Também de dona Sophia A. Lyra, a esposa, li por oferta do filho, Rosas de Neve (Como eram as mulheres no começo do século) e O Maior e o Melhor dos Lyras, uma visão de seu pai Augusto Tavares de Lyra, curiosamente para mim, uma materialização de um símbolo, pois, na adolescência em minha Natal, quantas vezes, sem sequer imaginar que o símbolo tomaria forma, tomei o barco na Ribeira, no cais da Tavares de Lyra, para atravessar o rio Potengi, em direção à praia da Redinha, até quando ficou mais prático e claro, menos romântico, fazer a travessia pela Ponte do Igapó.
Mas devo dizer que meu encontro mais intenso com o pensamento e a prática de Roberto Lyra, pai, se fez por uma introdução entre afetiva e celebratória promovida pelo carinhoso e exemplar zêlo de meu admirado Evandro Lins e Silva. Não só em conversas, principalmente no livro O Salão dos Passos Perdidos, sua biografia construída em Depoimento ao CPDOC, da Fundação Getúlio Vargas, Rio.

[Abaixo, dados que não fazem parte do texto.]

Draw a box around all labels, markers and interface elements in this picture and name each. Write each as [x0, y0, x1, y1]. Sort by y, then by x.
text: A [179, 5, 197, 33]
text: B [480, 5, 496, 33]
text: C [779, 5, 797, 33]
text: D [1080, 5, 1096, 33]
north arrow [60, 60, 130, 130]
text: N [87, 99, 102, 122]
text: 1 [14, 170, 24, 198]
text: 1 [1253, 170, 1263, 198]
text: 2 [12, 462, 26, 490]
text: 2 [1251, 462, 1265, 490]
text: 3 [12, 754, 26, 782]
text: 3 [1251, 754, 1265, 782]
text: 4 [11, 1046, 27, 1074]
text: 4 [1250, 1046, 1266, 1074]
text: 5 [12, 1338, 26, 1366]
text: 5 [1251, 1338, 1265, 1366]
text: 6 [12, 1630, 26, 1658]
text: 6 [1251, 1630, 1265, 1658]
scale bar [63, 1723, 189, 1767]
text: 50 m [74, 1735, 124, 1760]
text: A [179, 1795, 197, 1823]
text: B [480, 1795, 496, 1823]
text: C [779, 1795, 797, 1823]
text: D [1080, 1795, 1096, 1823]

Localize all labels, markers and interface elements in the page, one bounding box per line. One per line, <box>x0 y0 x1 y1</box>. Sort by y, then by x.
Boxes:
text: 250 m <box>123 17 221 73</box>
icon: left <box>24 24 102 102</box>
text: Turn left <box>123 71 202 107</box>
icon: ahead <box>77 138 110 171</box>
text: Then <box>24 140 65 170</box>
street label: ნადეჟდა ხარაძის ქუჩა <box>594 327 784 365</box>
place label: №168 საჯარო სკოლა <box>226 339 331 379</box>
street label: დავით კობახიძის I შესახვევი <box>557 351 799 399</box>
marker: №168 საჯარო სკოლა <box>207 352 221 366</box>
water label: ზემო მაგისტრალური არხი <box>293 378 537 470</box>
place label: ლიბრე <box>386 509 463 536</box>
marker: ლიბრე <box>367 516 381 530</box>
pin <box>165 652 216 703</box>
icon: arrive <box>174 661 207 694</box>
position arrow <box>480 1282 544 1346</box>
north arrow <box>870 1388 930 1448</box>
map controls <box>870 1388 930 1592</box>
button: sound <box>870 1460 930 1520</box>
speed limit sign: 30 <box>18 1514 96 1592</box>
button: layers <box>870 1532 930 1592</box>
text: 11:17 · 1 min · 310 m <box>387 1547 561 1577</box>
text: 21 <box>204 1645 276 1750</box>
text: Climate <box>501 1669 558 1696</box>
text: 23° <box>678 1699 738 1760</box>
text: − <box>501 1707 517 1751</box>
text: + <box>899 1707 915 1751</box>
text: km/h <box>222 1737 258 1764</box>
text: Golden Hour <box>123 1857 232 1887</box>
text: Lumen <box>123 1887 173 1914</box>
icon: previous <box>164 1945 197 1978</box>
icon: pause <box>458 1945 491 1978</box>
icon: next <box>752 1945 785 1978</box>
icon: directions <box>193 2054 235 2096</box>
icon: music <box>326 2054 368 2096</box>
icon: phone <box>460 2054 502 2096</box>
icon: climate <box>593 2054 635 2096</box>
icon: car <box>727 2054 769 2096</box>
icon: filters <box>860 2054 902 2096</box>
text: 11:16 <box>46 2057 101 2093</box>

Aqui neste espaço da Coluna Lido para Você, fiz uma recensão da obra: https://estadodedireito.com.br/o-salao-dos-passos-perdidos/. Trasladando minha leitura desse texto magnífico, recorto de minha resenha, um excerto pertinente ao que se elabora no trabalho, Eugeniuzs:
Um pouco dessa projeção recai sobre o meu próprio trabalho acadêmico, um tanto como legado, não fosse Roberto Lyra Filho, que a amizade de Evandro com Roberto Lyra, o grande adversário no Júri, promotor brilhante e colega em comissões como a do Código Penal, não tivesse se prorrogado no filho, o Deco, que trouxe para Brasília, apresentando-o a Darcy Ribeiro e instalando-o na UnB, para formar o Instituto Central de Ciências Humanas. Acompanhei Lyra Filho, que por encomenda de Evandro, o que muitas vezes aliviou seu contido contracheque de professor, elaborava preciosos pareceres para fundamentar suas defesas criminais.
De Roberto Lyra Filho procede a concepção de O Direito Achado na Rua, atentamente avaliada por Evandro: “Na Faculdade de Direito de Brasília também há um movimento, que tem como patrono e inspirador o professor Roberto Lira Filho, que deixou alguns livros magníficos a respeito. Um deles tem um título altamente sugestivo: O direito achado na rua. Não é uma beleza? E tem um livrinho pequenino também, O que é direito, outra beleza de livro. Quem conduz o movimento em Brasília é José Geraldo de Sousa, professor da universidade” (p. 498).
Desdobrando as referências revisito o texto de Evandro, para extrair de seu depoimento, a propósito de Roberto Tavares de Lira, páginas 79, 94, 97, 100-103, 111, 195, 196, 200, 212, nelas distinguindo os aspectos do criminólogo, do penalista, do promotor de justiça e do amigo.
O Criminólogo. Evandro enfatiza o papel de Roberto Lyra como um dos introdutores de uma visão criminológica moderna no Brasil, atento à sociologia criminal e às transformações do direito penal a partir de uma ótica humanista. Ele é apresentado como alguém que não se restringia ao tecnicismo jurídico, mas que ampliava o horizonte com uma compreensão social e política do crime, inspirando a juventude acadêmica e profissional. Evandro reconhece nele um mestre que atualizava o debate brasileiro com aportes da criminologia europeia e latino-americana.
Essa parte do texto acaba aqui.